* _YOUR ASSIGNMENT_: From the data below, return all lines holding the string "linear".

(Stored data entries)
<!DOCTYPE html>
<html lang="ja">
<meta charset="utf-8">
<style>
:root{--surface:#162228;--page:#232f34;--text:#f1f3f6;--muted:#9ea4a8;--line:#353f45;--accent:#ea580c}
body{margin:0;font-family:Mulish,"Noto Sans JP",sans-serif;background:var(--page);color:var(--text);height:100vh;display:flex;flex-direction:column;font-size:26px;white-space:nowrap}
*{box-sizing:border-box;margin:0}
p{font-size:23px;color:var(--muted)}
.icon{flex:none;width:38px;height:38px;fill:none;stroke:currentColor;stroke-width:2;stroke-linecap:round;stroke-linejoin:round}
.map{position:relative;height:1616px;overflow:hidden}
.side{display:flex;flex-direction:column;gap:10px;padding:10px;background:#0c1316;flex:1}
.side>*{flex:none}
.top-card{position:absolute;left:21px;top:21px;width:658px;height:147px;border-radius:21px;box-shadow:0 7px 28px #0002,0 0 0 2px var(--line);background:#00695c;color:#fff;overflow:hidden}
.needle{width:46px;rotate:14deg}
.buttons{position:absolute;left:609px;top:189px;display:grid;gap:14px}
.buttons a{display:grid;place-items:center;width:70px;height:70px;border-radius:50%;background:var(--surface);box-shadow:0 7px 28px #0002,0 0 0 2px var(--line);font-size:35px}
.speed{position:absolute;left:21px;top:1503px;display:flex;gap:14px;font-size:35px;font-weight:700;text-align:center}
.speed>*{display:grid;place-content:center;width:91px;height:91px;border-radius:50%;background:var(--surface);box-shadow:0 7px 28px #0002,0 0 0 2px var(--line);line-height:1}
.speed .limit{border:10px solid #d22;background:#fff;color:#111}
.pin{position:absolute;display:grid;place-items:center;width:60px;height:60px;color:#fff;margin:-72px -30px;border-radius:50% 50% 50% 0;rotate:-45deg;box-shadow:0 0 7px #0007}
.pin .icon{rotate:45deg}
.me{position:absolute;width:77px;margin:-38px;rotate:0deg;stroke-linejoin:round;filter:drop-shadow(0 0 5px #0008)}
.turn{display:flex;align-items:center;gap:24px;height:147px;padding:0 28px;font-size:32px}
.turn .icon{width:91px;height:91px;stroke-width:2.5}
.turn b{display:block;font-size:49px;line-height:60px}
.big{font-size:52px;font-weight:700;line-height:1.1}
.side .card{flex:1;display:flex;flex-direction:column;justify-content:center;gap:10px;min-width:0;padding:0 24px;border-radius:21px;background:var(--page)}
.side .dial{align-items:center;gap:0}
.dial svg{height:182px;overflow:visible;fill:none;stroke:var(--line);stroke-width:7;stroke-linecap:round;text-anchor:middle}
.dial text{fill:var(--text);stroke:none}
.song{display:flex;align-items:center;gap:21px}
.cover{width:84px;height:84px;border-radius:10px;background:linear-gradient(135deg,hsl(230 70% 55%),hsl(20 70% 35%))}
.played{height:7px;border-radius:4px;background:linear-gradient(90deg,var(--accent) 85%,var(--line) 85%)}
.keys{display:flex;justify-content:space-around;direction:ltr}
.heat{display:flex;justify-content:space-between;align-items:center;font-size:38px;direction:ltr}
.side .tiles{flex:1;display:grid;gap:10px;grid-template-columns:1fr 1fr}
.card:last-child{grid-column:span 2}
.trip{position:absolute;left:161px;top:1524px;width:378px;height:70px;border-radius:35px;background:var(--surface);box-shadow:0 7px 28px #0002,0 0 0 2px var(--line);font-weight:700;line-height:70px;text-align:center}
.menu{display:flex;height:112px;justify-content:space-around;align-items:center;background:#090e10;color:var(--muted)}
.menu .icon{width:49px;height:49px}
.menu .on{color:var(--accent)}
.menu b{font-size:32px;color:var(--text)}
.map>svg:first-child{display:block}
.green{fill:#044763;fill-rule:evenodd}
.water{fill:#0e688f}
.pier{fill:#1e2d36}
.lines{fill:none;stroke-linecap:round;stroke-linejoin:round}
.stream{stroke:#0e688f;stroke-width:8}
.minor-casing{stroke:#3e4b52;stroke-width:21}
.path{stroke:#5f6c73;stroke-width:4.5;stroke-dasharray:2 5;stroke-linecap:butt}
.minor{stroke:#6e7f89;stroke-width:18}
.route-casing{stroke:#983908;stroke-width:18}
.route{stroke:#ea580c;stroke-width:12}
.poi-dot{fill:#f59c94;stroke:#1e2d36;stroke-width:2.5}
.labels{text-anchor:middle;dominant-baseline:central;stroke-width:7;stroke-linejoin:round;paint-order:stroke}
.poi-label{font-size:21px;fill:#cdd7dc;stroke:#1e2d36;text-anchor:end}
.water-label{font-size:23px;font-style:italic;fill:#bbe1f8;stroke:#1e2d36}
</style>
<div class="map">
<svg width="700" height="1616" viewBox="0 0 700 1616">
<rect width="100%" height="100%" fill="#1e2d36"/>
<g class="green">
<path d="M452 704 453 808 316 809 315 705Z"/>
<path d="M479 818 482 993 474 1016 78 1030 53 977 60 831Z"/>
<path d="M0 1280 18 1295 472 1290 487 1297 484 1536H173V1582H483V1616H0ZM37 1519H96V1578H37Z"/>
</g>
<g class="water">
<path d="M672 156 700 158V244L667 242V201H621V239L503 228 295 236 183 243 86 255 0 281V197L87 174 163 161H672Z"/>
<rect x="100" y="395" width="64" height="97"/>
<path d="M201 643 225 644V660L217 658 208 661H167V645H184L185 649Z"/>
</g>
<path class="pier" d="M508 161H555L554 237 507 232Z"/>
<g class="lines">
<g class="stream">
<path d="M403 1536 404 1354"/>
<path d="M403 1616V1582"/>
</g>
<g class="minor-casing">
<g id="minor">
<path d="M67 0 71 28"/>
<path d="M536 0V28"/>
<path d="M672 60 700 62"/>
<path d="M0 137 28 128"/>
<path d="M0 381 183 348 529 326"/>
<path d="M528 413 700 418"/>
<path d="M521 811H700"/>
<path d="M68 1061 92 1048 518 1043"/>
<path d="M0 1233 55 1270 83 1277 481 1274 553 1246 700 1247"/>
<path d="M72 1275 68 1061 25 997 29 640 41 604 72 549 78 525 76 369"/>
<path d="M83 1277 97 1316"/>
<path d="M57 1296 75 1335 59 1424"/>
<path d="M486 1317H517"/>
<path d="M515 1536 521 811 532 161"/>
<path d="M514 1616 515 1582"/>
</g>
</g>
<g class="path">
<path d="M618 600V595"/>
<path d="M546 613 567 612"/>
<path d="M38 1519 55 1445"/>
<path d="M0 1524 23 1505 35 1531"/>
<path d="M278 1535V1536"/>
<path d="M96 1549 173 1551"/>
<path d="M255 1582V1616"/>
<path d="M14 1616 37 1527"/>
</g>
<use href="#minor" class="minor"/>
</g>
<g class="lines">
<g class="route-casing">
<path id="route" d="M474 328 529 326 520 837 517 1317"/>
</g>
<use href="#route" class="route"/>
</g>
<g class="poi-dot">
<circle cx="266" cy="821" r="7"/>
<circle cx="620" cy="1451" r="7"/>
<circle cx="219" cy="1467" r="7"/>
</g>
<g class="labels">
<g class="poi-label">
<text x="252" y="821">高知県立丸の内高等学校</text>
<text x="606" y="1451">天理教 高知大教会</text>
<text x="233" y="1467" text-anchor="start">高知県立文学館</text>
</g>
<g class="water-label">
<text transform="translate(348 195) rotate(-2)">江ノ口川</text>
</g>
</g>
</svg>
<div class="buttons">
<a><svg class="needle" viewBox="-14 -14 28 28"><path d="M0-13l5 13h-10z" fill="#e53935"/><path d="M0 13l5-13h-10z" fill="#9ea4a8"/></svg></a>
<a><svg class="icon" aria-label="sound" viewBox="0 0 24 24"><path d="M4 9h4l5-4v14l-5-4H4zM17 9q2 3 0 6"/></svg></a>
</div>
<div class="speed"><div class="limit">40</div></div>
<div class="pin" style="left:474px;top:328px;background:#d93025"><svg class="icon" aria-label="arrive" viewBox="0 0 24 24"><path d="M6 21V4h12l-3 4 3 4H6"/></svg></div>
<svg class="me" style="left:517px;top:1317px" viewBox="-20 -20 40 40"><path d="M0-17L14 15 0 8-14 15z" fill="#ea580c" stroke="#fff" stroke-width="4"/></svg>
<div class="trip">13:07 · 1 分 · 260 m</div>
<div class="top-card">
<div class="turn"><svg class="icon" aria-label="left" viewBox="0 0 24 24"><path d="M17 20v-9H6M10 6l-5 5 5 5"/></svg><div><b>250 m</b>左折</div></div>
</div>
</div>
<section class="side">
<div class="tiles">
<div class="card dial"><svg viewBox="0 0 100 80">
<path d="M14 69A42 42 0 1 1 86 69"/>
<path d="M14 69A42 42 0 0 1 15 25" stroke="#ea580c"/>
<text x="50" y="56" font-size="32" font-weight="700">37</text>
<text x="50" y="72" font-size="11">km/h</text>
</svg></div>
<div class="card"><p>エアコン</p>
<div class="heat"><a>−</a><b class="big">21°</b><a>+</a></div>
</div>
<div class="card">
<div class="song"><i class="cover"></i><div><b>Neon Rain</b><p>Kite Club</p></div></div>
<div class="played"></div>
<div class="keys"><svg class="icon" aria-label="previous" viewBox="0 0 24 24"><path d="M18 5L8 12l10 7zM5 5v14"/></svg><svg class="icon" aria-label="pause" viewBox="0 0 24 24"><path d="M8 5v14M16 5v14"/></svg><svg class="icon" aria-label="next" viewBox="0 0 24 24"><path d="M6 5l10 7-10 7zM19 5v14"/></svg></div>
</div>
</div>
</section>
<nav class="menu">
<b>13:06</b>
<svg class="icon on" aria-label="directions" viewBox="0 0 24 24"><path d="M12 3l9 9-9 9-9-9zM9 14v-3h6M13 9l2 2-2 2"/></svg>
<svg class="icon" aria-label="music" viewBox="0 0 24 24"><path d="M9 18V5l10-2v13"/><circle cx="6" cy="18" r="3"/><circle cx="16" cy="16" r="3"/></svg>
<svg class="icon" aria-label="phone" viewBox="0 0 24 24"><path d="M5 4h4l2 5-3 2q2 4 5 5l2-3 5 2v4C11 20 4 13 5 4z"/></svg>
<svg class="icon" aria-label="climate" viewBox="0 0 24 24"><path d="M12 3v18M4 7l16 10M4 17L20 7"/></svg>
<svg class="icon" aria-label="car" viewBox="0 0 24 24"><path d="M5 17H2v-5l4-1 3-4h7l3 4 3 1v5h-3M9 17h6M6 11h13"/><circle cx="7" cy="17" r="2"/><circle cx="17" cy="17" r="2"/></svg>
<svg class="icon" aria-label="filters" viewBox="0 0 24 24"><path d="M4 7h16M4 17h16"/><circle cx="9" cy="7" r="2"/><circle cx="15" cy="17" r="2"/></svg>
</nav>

* _WRITTEN ANSWER_:
.cover{width:84px;height:84px;border-radius:10px;background:linear-gradient(135deg,hsl(230 70% 55%),hsl(20 70% 35%))}
.played{height:7px;border-radius:4px;background:linear-gradient(90deg,var(--accent) 85%,var(--line) 85%)}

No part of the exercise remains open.